→ Try it
Pictures aside, output each record exactly.

--- Data for analysis Enclosed Below ---

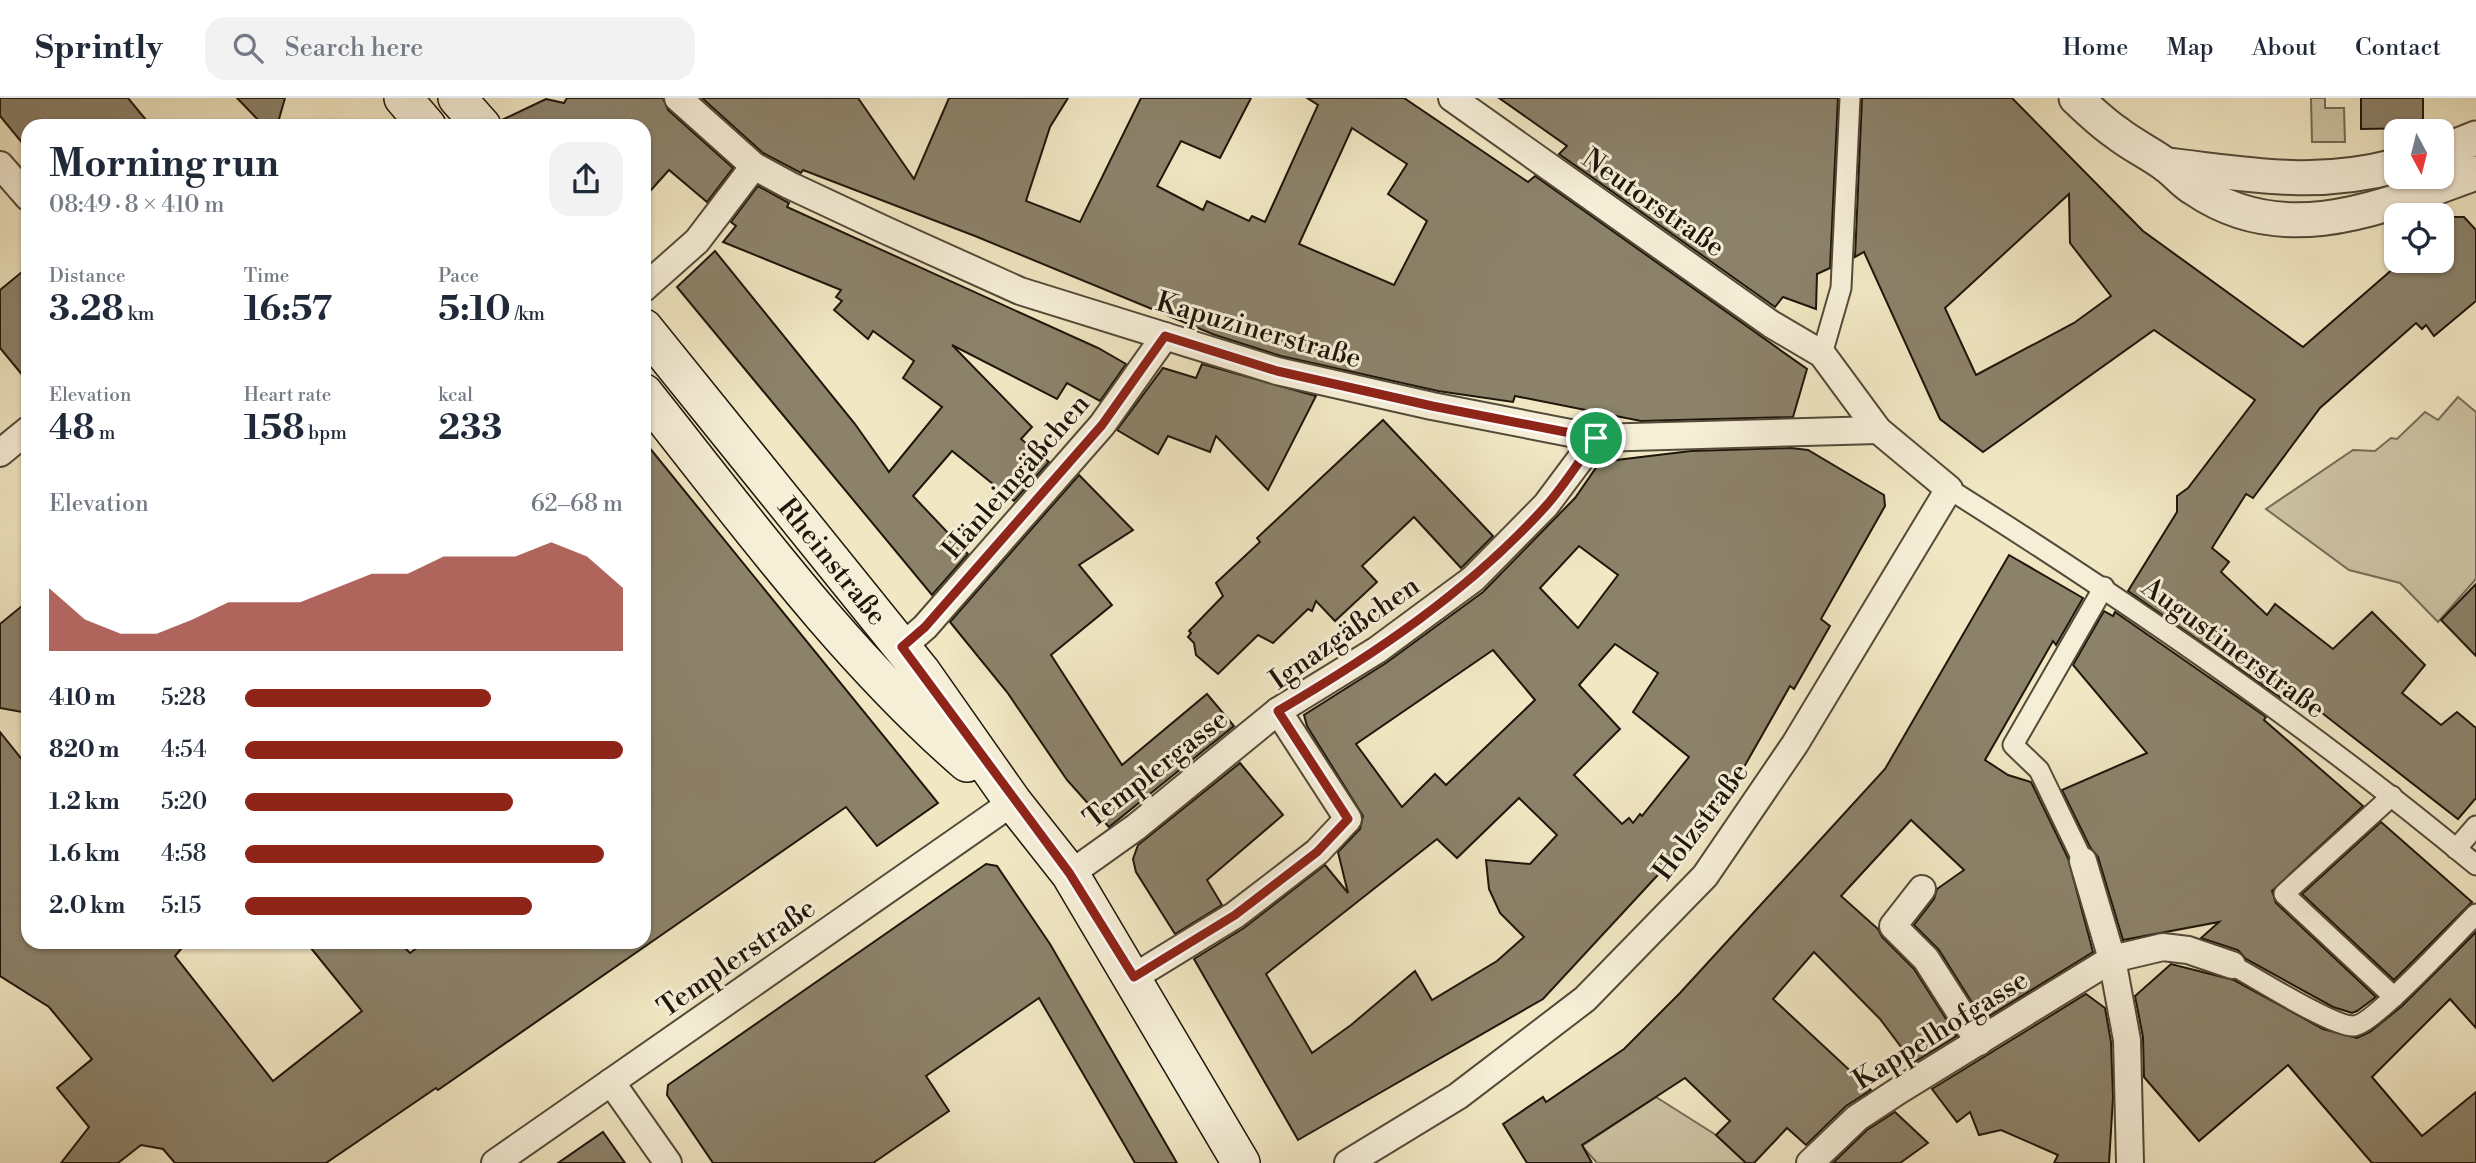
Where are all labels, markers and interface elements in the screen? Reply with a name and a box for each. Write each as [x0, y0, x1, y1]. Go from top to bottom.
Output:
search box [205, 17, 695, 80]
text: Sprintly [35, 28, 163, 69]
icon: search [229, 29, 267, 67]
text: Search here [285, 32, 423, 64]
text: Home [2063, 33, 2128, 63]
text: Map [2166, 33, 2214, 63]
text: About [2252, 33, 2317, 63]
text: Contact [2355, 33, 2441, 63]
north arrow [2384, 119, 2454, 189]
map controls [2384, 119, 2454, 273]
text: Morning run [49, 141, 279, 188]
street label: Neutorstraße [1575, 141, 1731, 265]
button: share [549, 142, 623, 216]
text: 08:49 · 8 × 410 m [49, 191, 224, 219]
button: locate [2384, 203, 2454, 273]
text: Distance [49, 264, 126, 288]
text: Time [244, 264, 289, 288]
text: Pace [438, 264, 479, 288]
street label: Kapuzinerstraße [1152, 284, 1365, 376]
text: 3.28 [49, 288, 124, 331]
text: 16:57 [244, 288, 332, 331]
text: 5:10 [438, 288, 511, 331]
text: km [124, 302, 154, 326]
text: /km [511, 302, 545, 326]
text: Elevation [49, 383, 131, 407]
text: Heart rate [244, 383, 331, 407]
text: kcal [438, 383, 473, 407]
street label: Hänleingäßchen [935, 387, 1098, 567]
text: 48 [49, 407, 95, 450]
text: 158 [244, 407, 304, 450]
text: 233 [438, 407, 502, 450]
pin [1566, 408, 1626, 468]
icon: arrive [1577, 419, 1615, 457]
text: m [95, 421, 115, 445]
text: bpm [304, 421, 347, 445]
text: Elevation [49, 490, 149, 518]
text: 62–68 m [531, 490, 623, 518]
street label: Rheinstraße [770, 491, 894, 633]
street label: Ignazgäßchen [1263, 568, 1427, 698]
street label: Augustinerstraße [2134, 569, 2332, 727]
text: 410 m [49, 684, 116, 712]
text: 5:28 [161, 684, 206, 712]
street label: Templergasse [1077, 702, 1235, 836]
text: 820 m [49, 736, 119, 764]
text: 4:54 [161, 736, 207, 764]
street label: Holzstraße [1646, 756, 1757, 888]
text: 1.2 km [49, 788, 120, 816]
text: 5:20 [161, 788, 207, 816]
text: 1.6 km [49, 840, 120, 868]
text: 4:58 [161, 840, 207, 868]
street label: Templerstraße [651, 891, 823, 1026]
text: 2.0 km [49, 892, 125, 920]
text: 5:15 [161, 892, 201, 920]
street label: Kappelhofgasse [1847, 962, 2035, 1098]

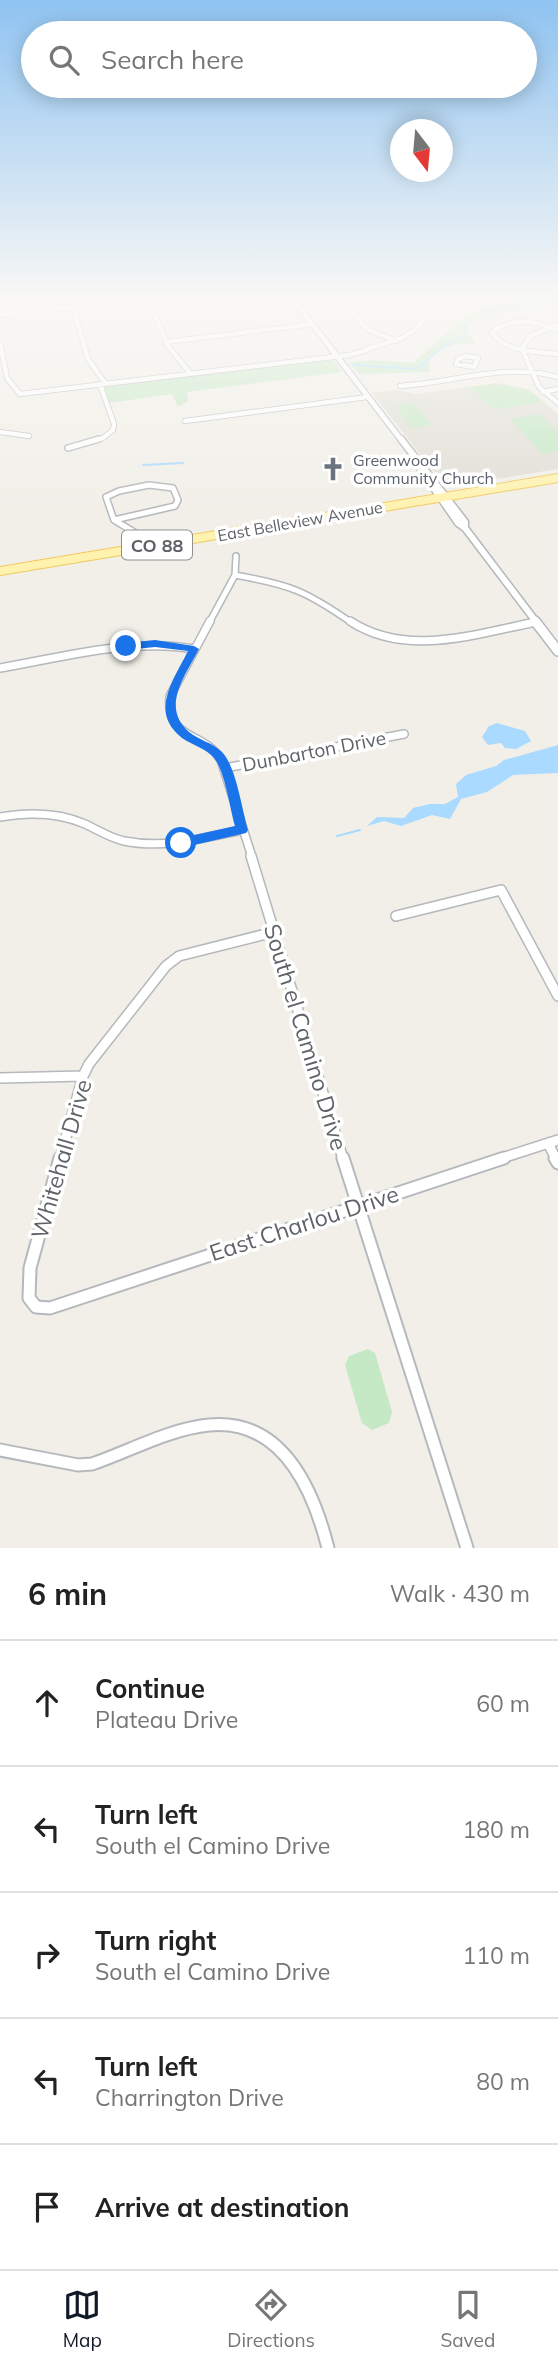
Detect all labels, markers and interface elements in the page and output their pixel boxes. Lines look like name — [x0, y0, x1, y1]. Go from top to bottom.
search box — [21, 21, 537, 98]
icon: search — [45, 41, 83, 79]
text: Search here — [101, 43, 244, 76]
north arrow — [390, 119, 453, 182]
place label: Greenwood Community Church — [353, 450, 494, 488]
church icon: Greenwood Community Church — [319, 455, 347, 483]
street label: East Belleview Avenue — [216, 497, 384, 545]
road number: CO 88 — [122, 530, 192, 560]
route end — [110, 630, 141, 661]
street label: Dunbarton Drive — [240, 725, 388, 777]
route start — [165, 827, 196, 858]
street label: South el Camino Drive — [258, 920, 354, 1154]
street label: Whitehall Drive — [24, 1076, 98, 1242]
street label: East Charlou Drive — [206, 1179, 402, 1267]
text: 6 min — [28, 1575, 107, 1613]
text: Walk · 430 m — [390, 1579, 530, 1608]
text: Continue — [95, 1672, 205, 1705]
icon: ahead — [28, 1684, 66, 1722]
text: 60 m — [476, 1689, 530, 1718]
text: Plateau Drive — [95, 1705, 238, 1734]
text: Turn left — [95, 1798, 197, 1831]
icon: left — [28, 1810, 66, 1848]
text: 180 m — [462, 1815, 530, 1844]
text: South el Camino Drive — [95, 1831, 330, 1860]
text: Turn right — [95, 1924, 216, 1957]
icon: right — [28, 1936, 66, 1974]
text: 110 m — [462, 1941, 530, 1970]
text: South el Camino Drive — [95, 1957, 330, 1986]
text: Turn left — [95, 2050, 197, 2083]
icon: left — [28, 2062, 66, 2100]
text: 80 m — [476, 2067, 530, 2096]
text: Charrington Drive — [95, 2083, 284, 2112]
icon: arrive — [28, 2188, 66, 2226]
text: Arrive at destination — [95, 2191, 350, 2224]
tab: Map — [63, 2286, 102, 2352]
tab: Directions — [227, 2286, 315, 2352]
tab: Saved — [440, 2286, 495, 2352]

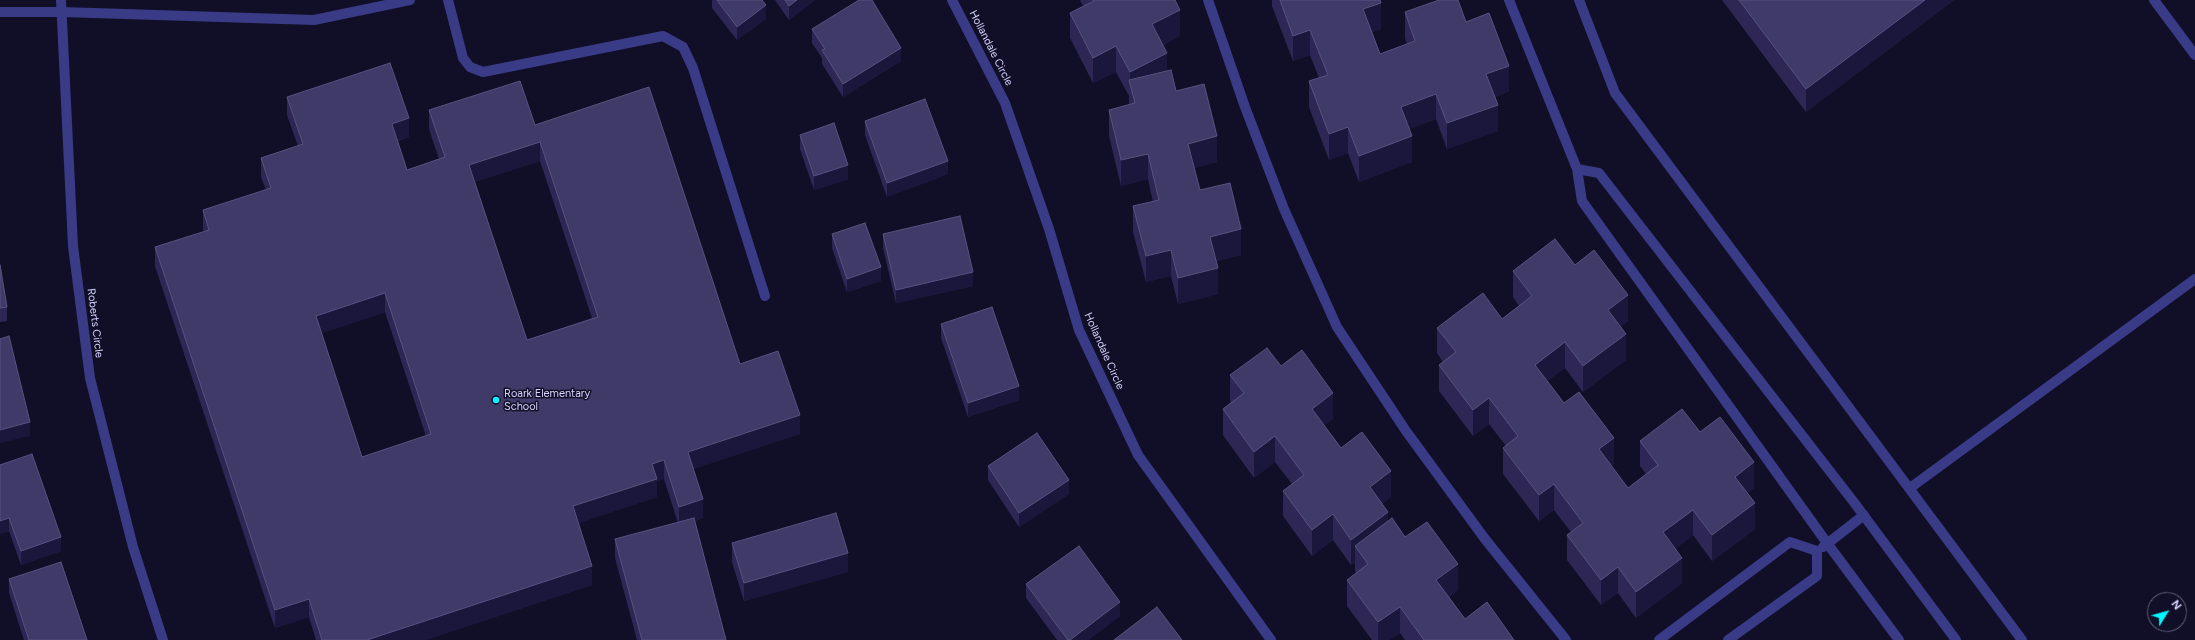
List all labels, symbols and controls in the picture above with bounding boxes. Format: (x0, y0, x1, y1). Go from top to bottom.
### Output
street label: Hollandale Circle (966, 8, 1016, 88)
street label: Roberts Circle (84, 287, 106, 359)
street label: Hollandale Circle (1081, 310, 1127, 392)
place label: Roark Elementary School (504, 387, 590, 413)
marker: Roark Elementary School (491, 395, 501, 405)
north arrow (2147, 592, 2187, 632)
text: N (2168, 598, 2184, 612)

--- End of Enclosed Data for analysis ---

→ Result of this task
Where are all labels, markers and interface elements in the screen? Reply with a name and a box for each. Write each as [x0, y0, x1, y1]. Go from top to bottom.
Output:
search box [205, 17, 695, 80]
text: Sprintly [35, 28, 163, 69]
icon: search [229, 29, 267, 67]
text: Search here [285, 32, 423, 64]
text: Home [2063, 33, 2128, 63]
text: Map [2166, 33, 2214, 63]
text: About [2252, 33, 2317, 63]
text: Contact [2355, 33, 2441, 63]
north arrow [2384, 119, 2454, 189]
map controls [2384, 119, 2454, 273]
text: Morning run [49, 141, 279, 188]
street label: Neutorstraße [1575, 141, 1731, 265]
button: share [549, 142, 623, 216]
text: 08:49 · 8 × 410 m [49, 191, 224, 219]
button: locate [2384, 203, 2454, 273]
text: Distance [49, 264, 126, 288]
text: Time [244, 264, 289, 288]
text: Pace [438, 264, 479, 288]
street label: Kapuzinerstraße [1152, 284, 1365, 376]
text: 3.28 [49, 288, 124, 331]
text: 16:57 [244, 288, 332, 331]
text: 5:10 [438, 288, 511, 331]
text: km [124, 302, 154, 326]
text: /km [511, 302, 545, 326]
text: Elevation [49, 383, 131, 407]
text: Heart rate [244, 383, 331, 407]
text: kcal [438, 383, 473, 407]
street label: Hänleingäßchen [935, 387, 1098, 567]
text: 48 [49, 407, 95, 450]
text: 158 [244, 407, 304, 450]
text: 233 [438, 407, 502, 450]
pin [1566, 408, 1626, 468]
icon: arrive [1577, 419, 1615, 457]
text: m [95, 421, 115, 445]
text: bpm [304, 421, 347, 445]
text: Elevation [49, 490, 149, 518]
text: 62–68 m [531, 490, 623, 518]
street label: Rheinstraße [770, 491, 894, 633]
street label: Ignazgäßchen [1263, 568, 1427, 698]
street label: Augustinerstraße [2134, 569, 2332, 727]
text: 410 m [49, 684, 116, 712]
text: 5:28 [161, 684, 206, 712]
street label: Templergasse [1077, 702, 1235, 836]
text: 820 m [49, 736, 119, 764]
text: 4:54 [161, 736, 207, 764]
street label: Holzstraße [1646, 756, 1757, 888]
text: 1.2 km [49, 788, 120, 816]
text: 5:20 [161, 788, 207, 816]
text: 1.6 km [49, 840, 120, 868]
text: 4:58 [161, 840, 207, 868]
street label: Templerstraße [651, 891, 823, 1026]
text: 2.0 km [49, 892, 125, 920]
text: 5:15 [161, 892, 201, 920]
street label: Kappelhofgasse [1847, 962, 2035, 1098]

Detect all labels, markers and interface elements in the page and output their pixel boxes. Lines look like name — [x0, y0, x1, y1]. Go from top to bottom.
search box — [21, 21, 537, 98]
icon: search — [45, 41, 83, 79]
text: Search here — [101, 43, 244, 76]
north arrow — [390, 119, 453, 182]
place label: Greenwood Community Church — [353, 450, 494, 488]
church icon: Greenwood Community Church — [319, 455, 347, 483]
street label: East Belleview Avenue — [216, 497, 384, 545]
road number: CO 88 — [122, 530, 192, 560]
route end — [110, 630, 141, 661]
street label: Dunbarton Drive — [240, 725, 388, 777]
route start — [165, 827, 196, 858]
street label: South el Camino Drive — [258, 920, 354, 1154]
street label: Whitehall Drive — [24, 1076, 98, 1242]
street label: East Charlou Drive — [206, 1179, 402, 1267]
text: 6 min — [28, 1575, 107, 1613]
text: Walk · 430 m — [390, 1579, 530, 1608]
text: Continue — [95, 1672, 205, 1705]
icon: ahead — [28, 1684, 66, 1722]
text: 60 m — [476, 1689, 530, 1718]
text: Plateau Drive — [95, 1705, 238, 1734]
text: Turn left — [95, 1798, 197, 1831]
icon: left — [28, 1810, 66, 1848]
text: 180 m — [462, 1815, 530, 1844]
text: South el Camino Drive — [95, 1831, 330, 1860]
text: Turn right — [95, 1924, 216, 1957]
icon: right — [28, 1936, 66, 1974]
text: 110 m — [462, 1941, 530, 1970]
text: South el Camino Drive — [95, 1957, 330, 1986]
text: Turn left — [95, 2050, 197, 2083]
icon: left — [28, 2062, 66, 2100]
text: 80 m — [476, 2067, 530, 2096]
text: Charrington Drive — [95, 2083, 284, 2112]
icon: arrive — [28, 2188, 66, 2226]
text: Arrive at destination — [95, 2191, 350, 2224]
tab: Map — [63, 2286, 102, 2352]
tab: Directions — [227, 2286, 315, 2352]
tab: Saved — [440, 2286, 495, 2352]

List all labels, symbols and controls in the picture above with bounding boxes. Format: (x0, y0, x1, y1). Go from top to bottom.
### Output
street label: Hollandale Circle (966, 8, 1016, 88)
street label: Roberts Circle (84, 287, 106, 359)
street label: Hollandale Circle (1081, 310, 1127, 392)
place label: Roark Elementary School (504, 387, 590, 413)
marker: Roark Elementary School (491, 395, 501, 405)
north arrow (2147, 592, 2187, 632)
text: N (2168, 598, 2184, 612)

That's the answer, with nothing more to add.